First order of business was to pull the motor back out; discovered I had an interference problem with the driver side exhaust header and the Vega steering box.
IMG_20240816_133041756.jpg
IMG_20240816_142948819.jpg
Decided the best way to fix it was to recess the steering box into the frame. I originally welded the mount in flush with the frame, but it wasn't enough. Marked out the recess and got out the grinder with an ultra thin cutoff disc. IMG_20240817_110706162.jpg
I had a piece of 2" S40 pipe in the drop bucket, so that's what I used for the recess. Unfortunately it was 3/4" too short so I had to roll a piece of 1/8" x 3/4" flat bar to lengthen it.

Got the pipe cut and capped, fitted it into the opening and welded in place. The underside will get welded when I strip and flip the frame. IMG_20240817_162335325.jpg

Bolted the steering box back on, it's now recessed about 3/4" into the frame. The bottom bolts are now attached to a 1/4" thick angle that will get welded to the underside of the frame. IMG_20240817_162634884.jpg


Motor went back in to verify clearances. Already checked the steering u-joints before I welded in the recess, so don't anticipate any issues there. IMG_20240817_173149275.jpg
The black line on the center pipe is where I marked it touching the top of the steering box.... before I spent half a day cutting, welding and grinding. Probably could have modified the header instead but this eliminates any chance of warping the mounting flanges.

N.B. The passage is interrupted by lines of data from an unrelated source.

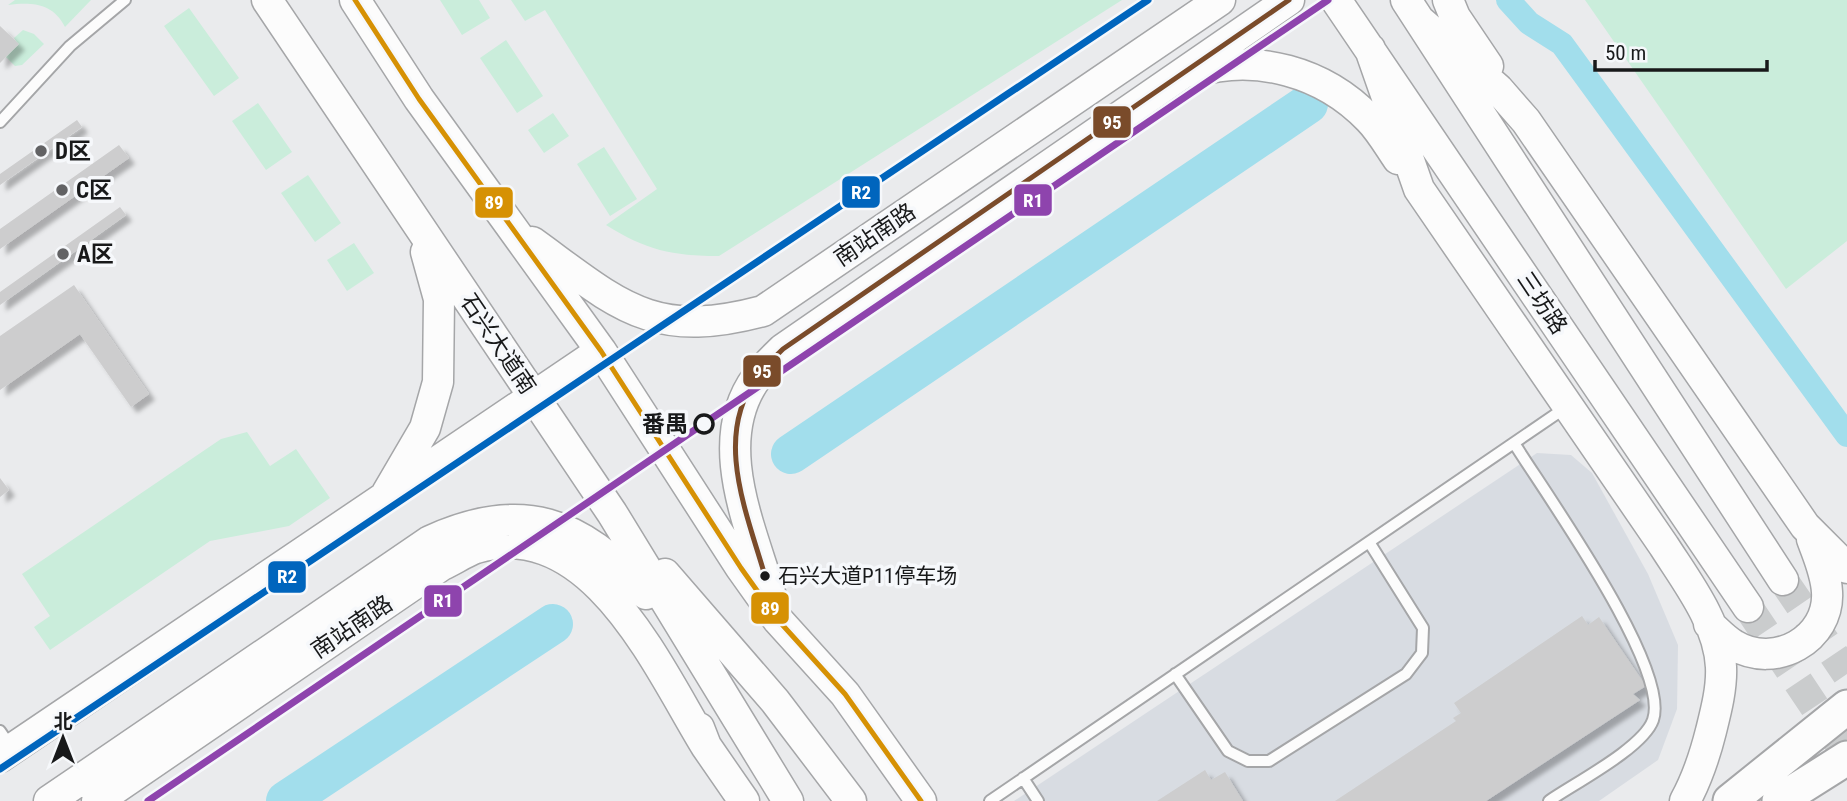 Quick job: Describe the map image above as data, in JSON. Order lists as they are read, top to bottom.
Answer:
{
  "streets": {
    "main road": ["南站南路", "三坊路", "石兴大道南"]
  },
  "places": [
    "D区",
    "C区",
    "A区",
    "番禺",
    "石兴大道P11停车场"
  ],
  "lines": [
    "transit line R1",
    "transit line R2",
    "transit line 89",
    "transit line 95"
  ],
  "scale_bar": "50 m",
  "north": "top"
}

Happy with the clearance now. Sorting out the shifter is next ... Thought that was going to be the first thing I worked on but I discovered the header interference when I was poking around on the driver's side trying to figure out how to convert the Goldwing shifter to a floor shifter. Not a lot of room on the driver side with brake and clutch master cylinders, steering column, and shifter. Bought a couple of push-pull cables to start mocking something up. Trying to avoid having to go with rigid linkage and a bellcrank. Suggestions welcome.

Thanks for looking.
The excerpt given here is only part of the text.